Dany Heatley is done, Dany Heatley is a great signing: a one-man debate

Jul 10, 12:33 PM

Yesterday I was taken aback to see that Dany Heatley had signed a one-year, one-million dollar contract with the Anaheim Ducks.

I mean, Dany Heatley, ONE MILLION DOLLARS?

That’s it, that’s all?

...Wait. Or...is that way too much?

Also...someone signed Dany Heatley at all? He’s done!

...But then again, it is Dany Heatley…

I was taken aback, but I didn’t really know why. Was this a terrible or great signing? Anytime you have to really consider that question, it’s probably somewhere in the middle.

Here’s where I’ve got it now:

If Heatley is still able to contribute in the NHL, he’s worth more than a million dollars. “Able to contribute” for a player with his goal-scoring past means around 15 goals, which generally costs more than a million bucks.

If Dany Heatley isn’t fast enough to get into position to score, if he can’t keep up enough to play with skill players, if he just can’t do it anymore, then he’s worth nothing.

By signing him to a one-year, one million dollar deal, the Ducks have said what the rest of us are saying: we have no idea. Got nothing. We have no damn clue if Heatley still has it or not. But, if he’s done you’re only out a tiny cap hit, and if he’s not you’re getting a bargain. So sure, why not. Sign him to a one-year, one million dollar deal and find out.

Below are the arguments for “Dany Heatley is done” and “Dany Heatley will outperform his contract,” then my best guess.

Dany Heatley is done

Oh my god, Dany Heatley is so obviously done it’s insane we even have to have this conversation. In the past three seasons his ice time has fallen from 20:30 a night, to 18:20, to 14:49, before playing just over 11 minutes a game in playoffs for Minnesota this past year. That’s under the same coach watching his ability plummet. He scored a whopping 12 goals and 28 total points in 76 regular season games despite getting the 4th most powerplay time among Wild forwards (over 2.5 minutes per game).
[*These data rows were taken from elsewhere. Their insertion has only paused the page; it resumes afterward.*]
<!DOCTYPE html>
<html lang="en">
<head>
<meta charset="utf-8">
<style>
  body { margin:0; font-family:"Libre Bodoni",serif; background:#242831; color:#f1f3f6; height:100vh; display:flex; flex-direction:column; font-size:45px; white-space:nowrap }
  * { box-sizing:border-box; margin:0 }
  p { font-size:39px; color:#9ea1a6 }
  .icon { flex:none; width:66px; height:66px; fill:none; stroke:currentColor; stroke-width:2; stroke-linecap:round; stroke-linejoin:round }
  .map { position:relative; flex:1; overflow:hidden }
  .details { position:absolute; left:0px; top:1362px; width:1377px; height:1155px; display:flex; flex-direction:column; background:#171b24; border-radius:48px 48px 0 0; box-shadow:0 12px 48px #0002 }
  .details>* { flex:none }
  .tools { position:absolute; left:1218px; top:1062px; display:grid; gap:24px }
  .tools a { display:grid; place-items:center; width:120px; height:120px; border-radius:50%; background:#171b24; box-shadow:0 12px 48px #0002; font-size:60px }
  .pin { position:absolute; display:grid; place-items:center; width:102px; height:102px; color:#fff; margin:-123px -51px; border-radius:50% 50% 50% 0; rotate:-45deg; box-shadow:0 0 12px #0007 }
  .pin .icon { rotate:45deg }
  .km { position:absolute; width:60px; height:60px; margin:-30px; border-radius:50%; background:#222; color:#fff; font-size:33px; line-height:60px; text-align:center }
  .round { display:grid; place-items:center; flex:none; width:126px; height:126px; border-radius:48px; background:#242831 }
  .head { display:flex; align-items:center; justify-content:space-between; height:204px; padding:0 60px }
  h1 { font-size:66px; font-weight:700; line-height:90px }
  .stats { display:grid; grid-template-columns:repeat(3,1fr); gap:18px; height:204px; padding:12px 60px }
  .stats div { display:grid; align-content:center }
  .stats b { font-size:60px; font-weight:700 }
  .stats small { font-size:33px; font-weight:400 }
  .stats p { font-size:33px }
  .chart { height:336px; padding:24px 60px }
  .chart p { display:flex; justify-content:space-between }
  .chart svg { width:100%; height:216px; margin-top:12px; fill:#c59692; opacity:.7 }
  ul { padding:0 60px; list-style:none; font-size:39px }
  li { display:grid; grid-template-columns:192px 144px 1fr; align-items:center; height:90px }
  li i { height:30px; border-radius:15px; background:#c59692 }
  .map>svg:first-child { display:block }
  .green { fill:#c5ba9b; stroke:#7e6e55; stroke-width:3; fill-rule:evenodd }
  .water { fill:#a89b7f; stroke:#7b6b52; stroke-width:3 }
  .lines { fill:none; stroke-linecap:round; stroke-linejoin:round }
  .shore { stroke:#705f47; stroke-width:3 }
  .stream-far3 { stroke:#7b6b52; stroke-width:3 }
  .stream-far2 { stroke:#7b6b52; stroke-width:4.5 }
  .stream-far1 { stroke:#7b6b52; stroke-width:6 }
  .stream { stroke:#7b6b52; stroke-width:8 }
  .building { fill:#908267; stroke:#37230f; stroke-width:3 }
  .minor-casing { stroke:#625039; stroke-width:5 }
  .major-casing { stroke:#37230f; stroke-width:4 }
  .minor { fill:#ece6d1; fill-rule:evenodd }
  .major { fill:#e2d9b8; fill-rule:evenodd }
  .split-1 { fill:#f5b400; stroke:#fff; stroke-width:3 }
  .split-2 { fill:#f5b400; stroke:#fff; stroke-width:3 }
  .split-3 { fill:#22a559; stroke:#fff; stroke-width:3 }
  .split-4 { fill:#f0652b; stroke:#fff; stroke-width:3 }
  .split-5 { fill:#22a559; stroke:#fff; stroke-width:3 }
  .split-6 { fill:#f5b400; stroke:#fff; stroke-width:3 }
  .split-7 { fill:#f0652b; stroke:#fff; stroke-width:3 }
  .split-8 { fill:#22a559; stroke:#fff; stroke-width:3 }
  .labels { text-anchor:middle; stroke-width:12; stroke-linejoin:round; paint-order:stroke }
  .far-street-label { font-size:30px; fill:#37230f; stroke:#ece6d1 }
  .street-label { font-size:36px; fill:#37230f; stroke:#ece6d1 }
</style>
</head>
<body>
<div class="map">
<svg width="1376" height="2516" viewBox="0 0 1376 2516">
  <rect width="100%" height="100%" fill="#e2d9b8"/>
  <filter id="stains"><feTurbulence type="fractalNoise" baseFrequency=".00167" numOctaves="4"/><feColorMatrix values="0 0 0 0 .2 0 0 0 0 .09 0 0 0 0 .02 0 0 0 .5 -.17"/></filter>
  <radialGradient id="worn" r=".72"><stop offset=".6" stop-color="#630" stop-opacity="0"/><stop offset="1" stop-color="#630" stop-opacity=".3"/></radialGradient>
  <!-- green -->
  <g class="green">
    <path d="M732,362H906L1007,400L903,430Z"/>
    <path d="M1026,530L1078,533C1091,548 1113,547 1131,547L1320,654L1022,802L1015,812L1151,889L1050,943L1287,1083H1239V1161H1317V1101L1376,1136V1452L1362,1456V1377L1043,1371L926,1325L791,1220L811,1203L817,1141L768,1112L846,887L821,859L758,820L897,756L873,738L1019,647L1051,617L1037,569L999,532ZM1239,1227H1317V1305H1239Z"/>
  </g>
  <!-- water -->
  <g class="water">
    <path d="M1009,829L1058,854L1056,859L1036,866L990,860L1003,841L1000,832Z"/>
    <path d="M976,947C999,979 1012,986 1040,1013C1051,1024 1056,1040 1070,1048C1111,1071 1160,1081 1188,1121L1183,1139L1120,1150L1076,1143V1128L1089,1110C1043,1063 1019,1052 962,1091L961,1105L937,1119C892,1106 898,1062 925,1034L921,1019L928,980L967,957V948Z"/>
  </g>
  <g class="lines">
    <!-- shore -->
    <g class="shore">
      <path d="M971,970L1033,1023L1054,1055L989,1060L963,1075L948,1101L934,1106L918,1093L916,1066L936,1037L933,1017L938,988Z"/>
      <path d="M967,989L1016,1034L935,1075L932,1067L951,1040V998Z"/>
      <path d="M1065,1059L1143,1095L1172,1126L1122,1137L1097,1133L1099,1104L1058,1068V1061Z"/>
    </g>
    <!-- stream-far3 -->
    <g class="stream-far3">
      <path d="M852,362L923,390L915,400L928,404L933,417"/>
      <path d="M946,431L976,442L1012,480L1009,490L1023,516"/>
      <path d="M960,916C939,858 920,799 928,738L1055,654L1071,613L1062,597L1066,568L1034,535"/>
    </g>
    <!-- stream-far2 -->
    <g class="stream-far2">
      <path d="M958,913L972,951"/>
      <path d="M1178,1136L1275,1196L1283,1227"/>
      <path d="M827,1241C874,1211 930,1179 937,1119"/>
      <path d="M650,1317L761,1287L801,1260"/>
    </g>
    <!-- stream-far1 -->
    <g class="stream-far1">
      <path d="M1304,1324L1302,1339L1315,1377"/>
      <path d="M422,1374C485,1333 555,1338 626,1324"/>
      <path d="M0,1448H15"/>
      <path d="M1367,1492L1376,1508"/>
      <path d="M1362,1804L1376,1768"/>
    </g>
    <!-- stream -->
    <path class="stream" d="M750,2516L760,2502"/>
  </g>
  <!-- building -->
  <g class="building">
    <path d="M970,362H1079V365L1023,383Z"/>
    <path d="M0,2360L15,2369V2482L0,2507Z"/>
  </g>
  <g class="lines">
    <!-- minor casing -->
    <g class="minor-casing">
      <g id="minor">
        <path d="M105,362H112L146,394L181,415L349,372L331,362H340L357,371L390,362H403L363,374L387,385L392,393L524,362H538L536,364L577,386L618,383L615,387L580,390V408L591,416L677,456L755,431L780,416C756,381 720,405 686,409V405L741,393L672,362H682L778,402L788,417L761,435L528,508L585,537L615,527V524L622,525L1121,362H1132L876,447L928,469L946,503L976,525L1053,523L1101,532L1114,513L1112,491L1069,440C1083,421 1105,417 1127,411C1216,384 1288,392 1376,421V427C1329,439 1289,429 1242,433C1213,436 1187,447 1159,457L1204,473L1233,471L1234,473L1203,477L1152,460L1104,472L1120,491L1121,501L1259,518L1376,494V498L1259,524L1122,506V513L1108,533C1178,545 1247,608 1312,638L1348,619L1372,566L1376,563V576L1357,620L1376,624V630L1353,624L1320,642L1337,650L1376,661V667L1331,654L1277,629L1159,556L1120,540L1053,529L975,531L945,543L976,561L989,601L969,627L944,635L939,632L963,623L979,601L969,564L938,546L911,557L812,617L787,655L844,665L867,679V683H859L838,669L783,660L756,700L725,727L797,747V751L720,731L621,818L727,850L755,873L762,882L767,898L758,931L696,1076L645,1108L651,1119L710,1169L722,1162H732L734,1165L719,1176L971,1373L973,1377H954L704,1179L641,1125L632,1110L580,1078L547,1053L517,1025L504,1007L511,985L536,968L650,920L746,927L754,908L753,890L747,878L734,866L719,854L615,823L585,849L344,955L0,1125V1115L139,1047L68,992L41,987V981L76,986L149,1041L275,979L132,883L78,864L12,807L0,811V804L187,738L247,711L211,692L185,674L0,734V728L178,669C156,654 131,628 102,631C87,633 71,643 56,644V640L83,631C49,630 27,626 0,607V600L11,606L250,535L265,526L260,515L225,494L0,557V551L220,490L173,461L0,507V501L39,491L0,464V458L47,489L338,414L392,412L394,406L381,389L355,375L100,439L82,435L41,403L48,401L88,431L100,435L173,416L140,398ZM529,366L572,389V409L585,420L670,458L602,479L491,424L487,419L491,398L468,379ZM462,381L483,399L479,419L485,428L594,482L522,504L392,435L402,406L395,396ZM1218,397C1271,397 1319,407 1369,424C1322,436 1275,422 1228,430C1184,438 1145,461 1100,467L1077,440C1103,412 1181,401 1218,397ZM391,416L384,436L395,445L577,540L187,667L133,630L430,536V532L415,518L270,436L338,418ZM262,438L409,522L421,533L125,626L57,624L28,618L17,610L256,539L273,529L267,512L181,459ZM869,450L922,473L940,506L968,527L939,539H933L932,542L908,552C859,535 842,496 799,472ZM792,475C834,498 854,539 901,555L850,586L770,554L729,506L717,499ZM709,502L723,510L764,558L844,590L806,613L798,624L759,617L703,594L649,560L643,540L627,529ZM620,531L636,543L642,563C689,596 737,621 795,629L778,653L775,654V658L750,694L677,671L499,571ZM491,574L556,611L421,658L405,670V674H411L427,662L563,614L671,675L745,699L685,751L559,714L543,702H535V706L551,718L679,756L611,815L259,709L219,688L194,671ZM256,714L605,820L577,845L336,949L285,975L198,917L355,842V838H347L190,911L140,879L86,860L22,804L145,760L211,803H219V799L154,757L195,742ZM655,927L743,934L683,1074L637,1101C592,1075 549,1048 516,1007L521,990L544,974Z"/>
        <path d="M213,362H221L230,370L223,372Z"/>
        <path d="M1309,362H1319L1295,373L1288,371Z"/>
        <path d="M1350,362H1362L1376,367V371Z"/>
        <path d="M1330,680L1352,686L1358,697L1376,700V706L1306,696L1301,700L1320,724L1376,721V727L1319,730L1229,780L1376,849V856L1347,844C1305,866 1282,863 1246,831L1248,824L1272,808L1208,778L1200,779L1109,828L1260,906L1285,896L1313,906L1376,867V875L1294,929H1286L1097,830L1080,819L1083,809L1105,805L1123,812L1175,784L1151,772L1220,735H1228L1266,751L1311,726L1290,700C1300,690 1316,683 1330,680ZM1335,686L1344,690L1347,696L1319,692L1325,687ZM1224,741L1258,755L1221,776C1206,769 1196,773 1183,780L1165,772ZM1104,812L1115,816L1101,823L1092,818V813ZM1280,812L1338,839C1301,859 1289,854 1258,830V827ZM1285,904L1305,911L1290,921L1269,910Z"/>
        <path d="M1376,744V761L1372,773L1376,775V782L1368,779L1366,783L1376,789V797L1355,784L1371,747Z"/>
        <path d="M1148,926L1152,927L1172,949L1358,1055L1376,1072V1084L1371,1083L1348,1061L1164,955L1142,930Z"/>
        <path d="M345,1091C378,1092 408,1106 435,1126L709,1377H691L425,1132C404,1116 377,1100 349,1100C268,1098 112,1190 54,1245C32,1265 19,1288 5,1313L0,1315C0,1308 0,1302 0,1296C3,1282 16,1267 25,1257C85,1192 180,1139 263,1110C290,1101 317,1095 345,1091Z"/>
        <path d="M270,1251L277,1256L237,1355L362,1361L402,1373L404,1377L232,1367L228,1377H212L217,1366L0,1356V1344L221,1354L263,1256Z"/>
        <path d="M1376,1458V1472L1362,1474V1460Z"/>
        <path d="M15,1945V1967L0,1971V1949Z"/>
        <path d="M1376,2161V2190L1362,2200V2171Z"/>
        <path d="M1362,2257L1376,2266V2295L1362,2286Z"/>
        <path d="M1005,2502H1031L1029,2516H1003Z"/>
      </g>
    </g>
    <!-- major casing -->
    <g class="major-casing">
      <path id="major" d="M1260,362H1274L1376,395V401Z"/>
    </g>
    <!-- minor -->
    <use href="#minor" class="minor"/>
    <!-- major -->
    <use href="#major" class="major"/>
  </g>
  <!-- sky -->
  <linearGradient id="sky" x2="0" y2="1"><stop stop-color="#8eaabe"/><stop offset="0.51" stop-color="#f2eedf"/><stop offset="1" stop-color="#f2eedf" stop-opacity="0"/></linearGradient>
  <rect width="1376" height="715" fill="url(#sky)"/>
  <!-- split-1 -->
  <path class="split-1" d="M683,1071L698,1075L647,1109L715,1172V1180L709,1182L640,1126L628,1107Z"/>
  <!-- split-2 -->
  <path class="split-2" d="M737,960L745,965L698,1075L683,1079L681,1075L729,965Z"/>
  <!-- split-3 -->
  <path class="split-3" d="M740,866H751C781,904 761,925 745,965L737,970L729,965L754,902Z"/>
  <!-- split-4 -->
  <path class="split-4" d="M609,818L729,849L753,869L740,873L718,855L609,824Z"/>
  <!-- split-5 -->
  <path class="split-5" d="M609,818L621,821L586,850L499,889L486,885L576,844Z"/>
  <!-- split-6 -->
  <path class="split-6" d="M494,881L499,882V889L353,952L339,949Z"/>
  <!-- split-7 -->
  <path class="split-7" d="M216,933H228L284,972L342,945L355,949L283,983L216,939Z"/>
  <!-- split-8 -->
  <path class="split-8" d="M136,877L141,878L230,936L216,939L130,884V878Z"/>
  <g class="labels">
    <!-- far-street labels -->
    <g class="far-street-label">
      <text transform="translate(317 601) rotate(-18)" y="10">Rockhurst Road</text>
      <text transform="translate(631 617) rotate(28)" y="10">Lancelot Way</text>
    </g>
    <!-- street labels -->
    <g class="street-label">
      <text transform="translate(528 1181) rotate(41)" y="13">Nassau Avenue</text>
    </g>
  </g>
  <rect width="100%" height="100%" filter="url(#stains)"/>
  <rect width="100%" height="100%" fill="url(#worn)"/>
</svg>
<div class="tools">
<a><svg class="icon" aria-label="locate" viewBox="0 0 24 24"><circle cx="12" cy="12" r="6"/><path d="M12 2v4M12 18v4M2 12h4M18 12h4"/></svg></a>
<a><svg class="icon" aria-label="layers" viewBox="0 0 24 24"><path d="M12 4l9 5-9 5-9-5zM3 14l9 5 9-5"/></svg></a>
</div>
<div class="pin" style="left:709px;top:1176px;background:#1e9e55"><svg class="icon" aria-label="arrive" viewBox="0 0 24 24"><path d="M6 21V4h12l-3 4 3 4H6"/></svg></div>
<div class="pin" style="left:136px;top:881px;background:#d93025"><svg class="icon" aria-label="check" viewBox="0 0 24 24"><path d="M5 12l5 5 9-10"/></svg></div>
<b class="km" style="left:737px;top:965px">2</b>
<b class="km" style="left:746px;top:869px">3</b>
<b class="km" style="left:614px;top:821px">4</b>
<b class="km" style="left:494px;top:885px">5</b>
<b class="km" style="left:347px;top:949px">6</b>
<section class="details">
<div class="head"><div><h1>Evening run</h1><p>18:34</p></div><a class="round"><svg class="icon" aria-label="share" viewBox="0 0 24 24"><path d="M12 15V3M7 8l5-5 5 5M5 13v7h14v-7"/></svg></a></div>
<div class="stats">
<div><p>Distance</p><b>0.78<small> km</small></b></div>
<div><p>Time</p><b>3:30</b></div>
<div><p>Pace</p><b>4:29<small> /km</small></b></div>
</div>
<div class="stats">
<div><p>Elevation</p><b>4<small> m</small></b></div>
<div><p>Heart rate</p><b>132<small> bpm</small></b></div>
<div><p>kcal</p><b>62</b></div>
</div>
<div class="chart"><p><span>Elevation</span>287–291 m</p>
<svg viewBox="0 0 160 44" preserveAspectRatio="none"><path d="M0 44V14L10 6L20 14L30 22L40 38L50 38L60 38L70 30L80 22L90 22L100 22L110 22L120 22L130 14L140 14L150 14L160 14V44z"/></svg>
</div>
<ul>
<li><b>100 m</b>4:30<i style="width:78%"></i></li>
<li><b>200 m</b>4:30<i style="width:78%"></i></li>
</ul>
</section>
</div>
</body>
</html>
The Wild have 31 skaters on their NHL.com stats page. Each page holds 30 players. If you sort it by plus/minus, you have to go to page two to find Heatley and his -18, which is 11 goals against worse than the second worst skater on the team. If you think plus/minus is a bunk stat, well, his Corsi relative to his team was -5.9%, and he wasn’t exactly playing the toughest minutes. He was atrocious anyway you slice it.

He’s never been a fitness nut, he was never the most fleet of foot, and he’s officially lost it. He’s not going to do squat with the Ducks.

Dany Heatley will outperform his contract

Since the year 2000, six players have scored 50 goals twice: Ovechkin, Stamkos, Iginla, Kovalchuk, Jagr...and Dany Heatley. We’re really debating if a career elite scorer at 33 - not 43, people - is worth a one million dollar one year shot? Do you know who makes a million dollars in the NHL these days? Random dudes hauled out of the KHL like Petri Kontiola. Depth journeymen like Joe Vitale. Knuckle-chucking dusters like Patrick Bordeleau. Hell, two of those guys I just named earn more than a million. And we’re not sure about Heatley?

It was just 2010 when Dany Heatley was on Team Canada skating alongside a couple guys named Corey Perry and Ryan Getzlaf en route to winning a gold medal (how gigantic is that line, by the way?). If he gets the chance to skate with those guys again, which he likely will, you don’t think that bomb shot of his is going to find the back of the net 15-plus times? Of course it is.

Combine all this with the fact that this piddly contract is a wake-up call, and you’ve got a motivated Heatley working his tail off this summer to come into camp in shape and have a great season. And let’s be real anyway - he could’ve gotten more dollars elsewhere, he just took the comparably tiny contract so he could play for a Cup contender. That anyone thinks he’s not worth a million for a one year shot is flabbergasting.

Actual expectations

Heatley is slower and generally worse than he’s ever been, but he’s also a guy with a unique skill set who can bury a few extra pucks your average player can’t.

The risk to the Ducks is pretty much nil. For a million dollars, if he’s not working out you can put him in the pressbox, or on waivers, or whatever. On the chance he comes in with some real serious intent to succeed and fits somewhere in your lineup, signing him for cheap was probably a no-brainer.

The Ducks are probably thinking what the rest of us are: we're not expecting much, but we know there's a fair chance this could pay off nicely. If he stays healthy all year, I’ll call him hitting 15 goals in a limited role.